Stored items:

-- Opening Marker --

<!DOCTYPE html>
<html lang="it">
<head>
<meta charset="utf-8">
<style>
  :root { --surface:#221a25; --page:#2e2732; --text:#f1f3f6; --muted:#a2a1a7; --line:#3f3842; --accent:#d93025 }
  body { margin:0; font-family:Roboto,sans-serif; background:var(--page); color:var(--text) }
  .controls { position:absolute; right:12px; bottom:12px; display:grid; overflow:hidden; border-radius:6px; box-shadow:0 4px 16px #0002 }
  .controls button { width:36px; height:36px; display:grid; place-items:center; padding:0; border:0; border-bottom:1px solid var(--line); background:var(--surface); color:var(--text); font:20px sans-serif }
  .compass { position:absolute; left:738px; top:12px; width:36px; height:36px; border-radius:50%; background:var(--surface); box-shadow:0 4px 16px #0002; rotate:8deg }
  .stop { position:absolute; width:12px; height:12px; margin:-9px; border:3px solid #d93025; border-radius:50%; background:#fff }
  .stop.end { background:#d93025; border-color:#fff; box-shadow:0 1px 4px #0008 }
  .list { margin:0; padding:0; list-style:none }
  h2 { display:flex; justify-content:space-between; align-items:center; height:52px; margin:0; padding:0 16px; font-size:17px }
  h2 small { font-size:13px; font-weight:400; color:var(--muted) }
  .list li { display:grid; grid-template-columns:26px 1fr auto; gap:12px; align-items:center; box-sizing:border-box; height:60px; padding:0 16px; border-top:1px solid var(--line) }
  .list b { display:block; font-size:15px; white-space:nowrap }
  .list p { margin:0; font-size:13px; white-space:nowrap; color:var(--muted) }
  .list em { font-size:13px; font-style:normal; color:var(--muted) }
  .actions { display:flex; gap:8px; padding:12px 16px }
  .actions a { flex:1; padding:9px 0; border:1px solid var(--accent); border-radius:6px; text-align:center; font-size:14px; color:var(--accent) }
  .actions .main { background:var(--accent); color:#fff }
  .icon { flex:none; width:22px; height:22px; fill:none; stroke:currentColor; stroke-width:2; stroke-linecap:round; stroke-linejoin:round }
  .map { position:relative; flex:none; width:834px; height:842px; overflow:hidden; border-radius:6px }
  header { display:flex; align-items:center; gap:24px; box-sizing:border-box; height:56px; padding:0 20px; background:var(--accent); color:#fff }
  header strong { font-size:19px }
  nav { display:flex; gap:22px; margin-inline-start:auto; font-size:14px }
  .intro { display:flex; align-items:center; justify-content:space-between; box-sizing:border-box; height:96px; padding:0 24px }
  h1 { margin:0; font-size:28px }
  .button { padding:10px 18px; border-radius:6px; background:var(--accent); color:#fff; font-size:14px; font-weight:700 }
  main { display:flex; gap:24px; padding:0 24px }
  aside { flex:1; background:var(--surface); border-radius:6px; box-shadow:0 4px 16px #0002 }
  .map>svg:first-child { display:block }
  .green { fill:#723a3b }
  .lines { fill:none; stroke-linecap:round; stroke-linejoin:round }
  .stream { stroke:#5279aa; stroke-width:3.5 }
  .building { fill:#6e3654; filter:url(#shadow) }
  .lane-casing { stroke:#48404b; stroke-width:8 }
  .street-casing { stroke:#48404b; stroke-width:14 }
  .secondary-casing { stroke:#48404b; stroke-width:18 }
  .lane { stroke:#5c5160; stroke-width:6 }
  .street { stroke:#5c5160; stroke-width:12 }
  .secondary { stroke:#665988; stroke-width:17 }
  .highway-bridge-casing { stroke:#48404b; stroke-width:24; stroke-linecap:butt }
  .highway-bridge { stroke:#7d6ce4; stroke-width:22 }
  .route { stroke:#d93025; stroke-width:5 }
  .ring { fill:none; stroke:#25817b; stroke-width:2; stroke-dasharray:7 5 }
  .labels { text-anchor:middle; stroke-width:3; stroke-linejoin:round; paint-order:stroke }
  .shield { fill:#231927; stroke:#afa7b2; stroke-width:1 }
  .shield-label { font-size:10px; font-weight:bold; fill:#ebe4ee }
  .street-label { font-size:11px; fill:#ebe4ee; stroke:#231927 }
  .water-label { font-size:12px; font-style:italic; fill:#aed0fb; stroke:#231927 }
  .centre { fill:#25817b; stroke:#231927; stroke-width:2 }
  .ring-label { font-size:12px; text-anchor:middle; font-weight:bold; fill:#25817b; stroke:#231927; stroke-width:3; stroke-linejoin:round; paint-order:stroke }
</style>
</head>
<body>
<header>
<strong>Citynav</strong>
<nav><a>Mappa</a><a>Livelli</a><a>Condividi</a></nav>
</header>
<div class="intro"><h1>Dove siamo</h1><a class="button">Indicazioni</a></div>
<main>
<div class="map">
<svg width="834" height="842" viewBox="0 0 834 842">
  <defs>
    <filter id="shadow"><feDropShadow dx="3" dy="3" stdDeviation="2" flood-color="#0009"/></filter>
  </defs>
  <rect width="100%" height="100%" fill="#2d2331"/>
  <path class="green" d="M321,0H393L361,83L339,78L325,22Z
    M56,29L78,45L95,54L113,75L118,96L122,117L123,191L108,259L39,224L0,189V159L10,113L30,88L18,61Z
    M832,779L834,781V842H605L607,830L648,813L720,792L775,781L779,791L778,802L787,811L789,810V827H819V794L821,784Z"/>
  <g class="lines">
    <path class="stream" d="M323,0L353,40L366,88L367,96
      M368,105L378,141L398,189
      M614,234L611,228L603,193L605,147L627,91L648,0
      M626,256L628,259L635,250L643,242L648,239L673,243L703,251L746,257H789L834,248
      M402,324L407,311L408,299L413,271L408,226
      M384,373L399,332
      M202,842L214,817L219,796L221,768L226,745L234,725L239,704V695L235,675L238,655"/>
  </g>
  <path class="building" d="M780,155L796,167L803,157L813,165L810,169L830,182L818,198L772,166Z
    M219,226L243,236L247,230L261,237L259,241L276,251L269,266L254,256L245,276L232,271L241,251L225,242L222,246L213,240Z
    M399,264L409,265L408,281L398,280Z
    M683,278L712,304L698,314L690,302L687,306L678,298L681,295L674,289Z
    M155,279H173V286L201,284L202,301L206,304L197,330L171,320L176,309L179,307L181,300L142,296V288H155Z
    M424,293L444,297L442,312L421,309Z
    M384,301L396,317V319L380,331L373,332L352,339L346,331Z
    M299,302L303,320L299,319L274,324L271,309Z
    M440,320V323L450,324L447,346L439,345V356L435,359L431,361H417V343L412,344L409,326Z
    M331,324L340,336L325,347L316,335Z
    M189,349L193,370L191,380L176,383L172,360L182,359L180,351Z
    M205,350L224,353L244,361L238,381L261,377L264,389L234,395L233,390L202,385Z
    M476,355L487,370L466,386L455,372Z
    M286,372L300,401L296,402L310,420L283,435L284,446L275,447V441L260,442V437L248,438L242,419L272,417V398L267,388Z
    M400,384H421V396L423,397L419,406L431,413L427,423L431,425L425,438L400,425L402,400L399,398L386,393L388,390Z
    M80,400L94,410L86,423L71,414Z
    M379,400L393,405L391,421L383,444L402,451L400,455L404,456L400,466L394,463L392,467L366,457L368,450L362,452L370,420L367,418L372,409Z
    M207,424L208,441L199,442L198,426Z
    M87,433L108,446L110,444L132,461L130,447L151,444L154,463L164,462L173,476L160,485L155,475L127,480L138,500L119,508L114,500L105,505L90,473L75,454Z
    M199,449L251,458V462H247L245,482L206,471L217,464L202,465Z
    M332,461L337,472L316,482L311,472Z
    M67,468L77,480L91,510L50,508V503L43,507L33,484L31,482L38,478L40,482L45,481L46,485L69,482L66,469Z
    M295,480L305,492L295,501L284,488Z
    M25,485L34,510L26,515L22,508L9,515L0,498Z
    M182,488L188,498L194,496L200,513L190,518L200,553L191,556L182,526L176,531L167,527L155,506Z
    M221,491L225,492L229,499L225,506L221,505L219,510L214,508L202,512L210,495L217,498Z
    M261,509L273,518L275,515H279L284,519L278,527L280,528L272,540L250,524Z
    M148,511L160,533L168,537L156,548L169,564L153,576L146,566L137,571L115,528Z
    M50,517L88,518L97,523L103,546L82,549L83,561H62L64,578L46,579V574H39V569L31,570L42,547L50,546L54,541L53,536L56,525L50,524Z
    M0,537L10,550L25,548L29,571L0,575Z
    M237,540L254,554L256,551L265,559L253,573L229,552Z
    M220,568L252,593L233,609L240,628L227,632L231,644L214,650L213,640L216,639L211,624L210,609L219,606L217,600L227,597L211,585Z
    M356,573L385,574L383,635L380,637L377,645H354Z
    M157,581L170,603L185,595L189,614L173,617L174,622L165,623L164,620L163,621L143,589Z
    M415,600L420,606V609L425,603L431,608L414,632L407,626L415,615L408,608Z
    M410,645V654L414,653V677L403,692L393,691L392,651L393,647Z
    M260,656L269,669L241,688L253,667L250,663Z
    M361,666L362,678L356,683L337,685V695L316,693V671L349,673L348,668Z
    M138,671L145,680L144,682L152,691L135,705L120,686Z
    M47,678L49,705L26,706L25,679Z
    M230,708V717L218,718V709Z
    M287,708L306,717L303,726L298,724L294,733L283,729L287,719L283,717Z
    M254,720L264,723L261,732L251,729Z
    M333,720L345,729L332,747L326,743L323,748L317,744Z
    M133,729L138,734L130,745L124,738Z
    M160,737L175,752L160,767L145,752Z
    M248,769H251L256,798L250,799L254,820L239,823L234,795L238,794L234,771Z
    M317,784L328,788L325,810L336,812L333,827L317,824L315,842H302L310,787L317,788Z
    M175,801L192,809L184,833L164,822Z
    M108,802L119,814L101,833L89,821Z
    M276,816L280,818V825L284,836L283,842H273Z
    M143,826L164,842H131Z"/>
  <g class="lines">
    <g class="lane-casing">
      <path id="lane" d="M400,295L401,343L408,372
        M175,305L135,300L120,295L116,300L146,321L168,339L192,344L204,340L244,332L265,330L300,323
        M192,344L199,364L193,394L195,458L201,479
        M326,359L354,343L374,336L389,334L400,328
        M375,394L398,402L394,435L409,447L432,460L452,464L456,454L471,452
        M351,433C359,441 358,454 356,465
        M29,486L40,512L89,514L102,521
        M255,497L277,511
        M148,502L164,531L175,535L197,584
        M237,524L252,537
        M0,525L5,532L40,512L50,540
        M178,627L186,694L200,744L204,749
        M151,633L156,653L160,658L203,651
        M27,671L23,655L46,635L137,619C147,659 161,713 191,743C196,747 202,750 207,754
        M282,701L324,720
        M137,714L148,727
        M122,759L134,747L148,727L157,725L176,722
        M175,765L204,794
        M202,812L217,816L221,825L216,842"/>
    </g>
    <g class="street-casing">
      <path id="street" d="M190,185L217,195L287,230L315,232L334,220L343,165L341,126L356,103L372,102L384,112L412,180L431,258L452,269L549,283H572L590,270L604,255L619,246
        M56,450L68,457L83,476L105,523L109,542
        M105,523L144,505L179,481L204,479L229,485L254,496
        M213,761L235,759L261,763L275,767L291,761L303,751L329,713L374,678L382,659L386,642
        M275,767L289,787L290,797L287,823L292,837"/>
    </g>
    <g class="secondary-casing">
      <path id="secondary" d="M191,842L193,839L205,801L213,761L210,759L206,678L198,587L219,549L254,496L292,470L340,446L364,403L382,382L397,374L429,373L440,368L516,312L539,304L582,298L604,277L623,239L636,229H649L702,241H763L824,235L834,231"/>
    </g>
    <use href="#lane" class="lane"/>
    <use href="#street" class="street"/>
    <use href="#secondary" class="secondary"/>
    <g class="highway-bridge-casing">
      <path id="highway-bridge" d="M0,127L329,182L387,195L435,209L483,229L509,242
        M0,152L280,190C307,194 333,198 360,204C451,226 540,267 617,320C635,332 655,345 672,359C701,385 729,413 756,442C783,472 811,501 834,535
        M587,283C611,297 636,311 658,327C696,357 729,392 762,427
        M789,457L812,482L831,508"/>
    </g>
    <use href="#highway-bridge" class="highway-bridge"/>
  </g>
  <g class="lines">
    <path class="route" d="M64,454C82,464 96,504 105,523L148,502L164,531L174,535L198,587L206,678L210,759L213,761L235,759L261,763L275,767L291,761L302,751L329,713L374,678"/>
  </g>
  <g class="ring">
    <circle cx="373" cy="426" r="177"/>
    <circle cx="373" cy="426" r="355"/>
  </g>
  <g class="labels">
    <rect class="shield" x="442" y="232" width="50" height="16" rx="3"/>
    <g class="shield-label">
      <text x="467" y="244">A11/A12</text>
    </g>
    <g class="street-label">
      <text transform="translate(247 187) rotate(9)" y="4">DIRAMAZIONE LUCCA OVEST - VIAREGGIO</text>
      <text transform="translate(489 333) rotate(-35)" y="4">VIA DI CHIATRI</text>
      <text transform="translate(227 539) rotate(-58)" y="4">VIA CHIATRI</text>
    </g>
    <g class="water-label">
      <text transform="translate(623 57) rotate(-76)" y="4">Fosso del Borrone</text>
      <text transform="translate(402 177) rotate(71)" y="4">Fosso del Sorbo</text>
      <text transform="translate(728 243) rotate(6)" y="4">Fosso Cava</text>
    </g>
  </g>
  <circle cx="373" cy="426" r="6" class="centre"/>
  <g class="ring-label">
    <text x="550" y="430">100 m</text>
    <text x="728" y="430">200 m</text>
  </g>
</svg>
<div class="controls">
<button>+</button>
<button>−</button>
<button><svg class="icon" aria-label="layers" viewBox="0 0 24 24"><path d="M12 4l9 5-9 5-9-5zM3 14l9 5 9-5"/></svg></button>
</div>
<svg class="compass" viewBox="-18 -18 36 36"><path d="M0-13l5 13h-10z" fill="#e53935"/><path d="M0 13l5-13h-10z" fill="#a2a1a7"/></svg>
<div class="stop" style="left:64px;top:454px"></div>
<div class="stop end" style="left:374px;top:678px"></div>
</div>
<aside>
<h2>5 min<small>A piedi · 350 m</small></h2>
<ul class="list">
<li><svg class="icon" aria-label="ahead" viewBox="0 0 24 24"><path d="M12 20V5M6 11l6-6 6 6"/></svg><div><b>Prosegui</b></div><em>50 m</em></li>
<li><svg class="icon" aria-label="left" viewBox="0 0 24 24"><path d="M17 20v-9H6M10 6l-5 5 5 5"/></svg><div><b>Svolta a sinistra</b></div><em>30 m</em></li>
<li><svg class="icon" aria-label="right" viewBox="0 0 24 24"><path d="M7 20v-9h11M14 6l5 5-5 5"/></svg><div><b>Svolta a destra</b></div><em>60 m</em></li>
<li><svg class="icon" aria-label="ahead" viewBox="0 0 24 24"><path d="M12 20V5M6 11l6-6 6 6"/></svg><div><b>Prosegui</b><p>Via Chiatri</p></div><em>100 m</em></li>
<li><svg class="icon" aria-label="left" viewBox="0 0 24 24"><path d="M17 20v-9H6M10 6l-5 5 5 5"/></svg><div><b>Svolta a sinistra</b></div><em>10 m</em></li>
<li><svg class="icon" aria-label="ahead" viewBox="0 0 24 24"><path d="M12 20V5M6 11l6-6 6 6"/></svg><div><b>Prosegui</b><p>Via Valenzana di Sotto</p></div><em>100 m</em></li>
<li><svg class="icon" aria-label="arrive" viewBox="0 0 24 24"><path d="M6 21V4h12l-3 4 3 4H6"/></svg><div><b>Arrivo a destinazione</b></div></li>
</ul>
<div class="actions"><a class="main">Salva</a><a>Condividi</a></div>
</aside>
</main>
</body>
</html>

-- Closing Marker --

> [WHAT IS REQUIRED]: How many lines of the entries hold the word "white"? Respond with the number alone.

> [TASK RESULT]: 2